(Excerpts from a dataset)
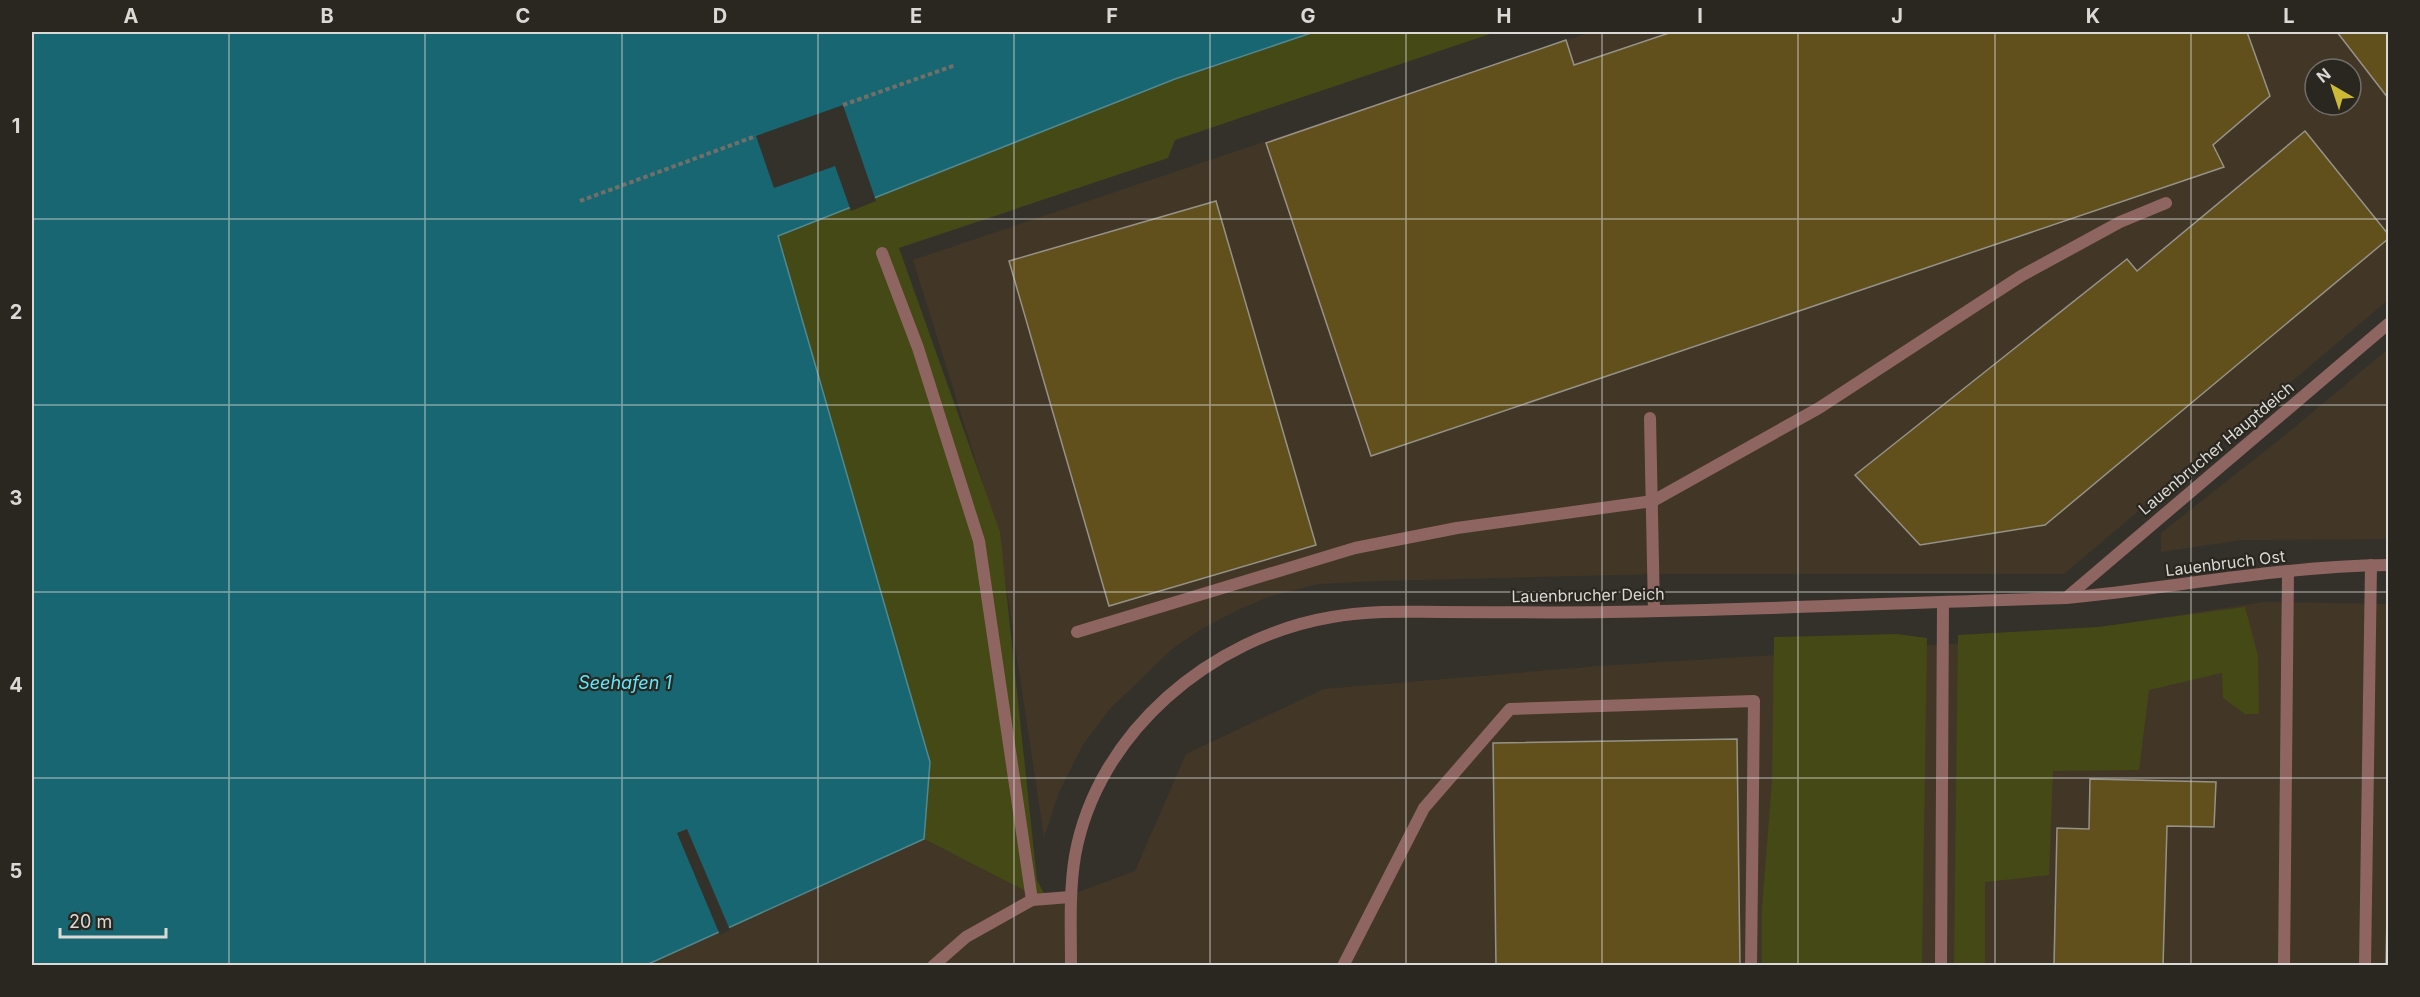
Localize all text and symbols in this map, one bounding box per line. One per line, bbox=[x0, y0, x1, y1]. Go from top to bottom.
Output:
text: A bbox=[124, 4, 139, 28]
text: B bbox=[320, 4, 334, 28]
text: C bbox=[516, 4, 530, 28]
text: D bbox=[713, 4, 727, 28]
text: E bbox=[910, 4, 922, 28]
text: F bbox=[1106, 4, 1118, 28]
text: G bbox=[1300, 4, 1316, 28]
text: H bbox=[1497, 4, 1511, 28]
text: I bbox=[1697, 4, 1703, 28]
text: J bbox=[1891, 4, 1903, 28]
text: K bbox=[2086, 4, 2100, 28]
text: L bbox=[2283, 4, 2295, 28]
north arrow bbox=[2303, 57, 2363, 117]
text: N bbox=[2313, 64, 2335, 87]
text: 1 bbox=[12, 114, 20, 138]
text: 2 bbox=[10, 300, 22, 324]
street label: Lauenbrucher Hauptdeich bbox=[2134, 377, 2298, 519]
text: 3 bbox=[10, 486, 22, 510]
street label: Lauenbruch Ost bbox=[2164, 546, 2286, 580]
street label: Lauenbrucher Deich bbox=[1511, 584, 1665, 606]
water label: Seehafen 1 bbox=[578, 672, 672, 693]
text: 4 bbox=[9, 673, 23, 697]
text: 5 bbox=[10, 859, 22, 883]
scale bar bbox=[60, 901, 166, 939]
text: 20 m bbox=[69, 911, 112, 932]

**Task details**. Restate every entry above word for word; no picture belongs in the copy.

**Result of this exercise**.
Localize all text and symbols in this map, one bounding box per line. One per line, bbox=[x0, y0, x1, y1]. Go from top to bottom.
Output:
text: A bbox=[124, 4, 139, 28]
text: B bbox=[320, 4, 334, 28]
text: C bbox=[516, 4, 530, 28]
text: D bbox=[713, 4, 727, 28]
text: E bbox=[910, 4, 922, 28]
text: F bbox=[1106, 4, 1118, 28]
text: G bbox=[1300, 4, 1316, 28]
text: H bbox=[1497, 4, 1511, 28]
text: I bbox=[1697, 4, 1703, 28]
text: J bbox=[1891, 4, 1903, 28]
text: K bbox=[2086, 4, 2100, 28]
text: L bbox=[2283, 4, 2295, 28]
north arrow bbox=[2303, 57, 2363, 117]
text: N bbox=[2313, 64, 2335, 87]
text: 1 bbox=[12, 114, 20, 138]
text: 2 bbox=[10, 300, 22, 324]
street label: Lauenbrucher Hauptdeich bbox=[2134, 377, 2298, 519]
text: 3 bbox=[10, 486, 22, 510]
street label: Lauenbruch Ost bbox=[2164, 546, 2286, 580]
street label: Lauenbrucher Deich bbox=[1511, 584, 1665, 606]
water label: Seehafen 1 bbox=[578, 672, 672, 693]
text: 4 bbox=[9, 673, 23, 697]
text: 5 bbox=[10, 859, 22, 883]
scale bar bbox=[60, 901, 166, 939]
text: 20 m bbox=[69, 911, 112, 932]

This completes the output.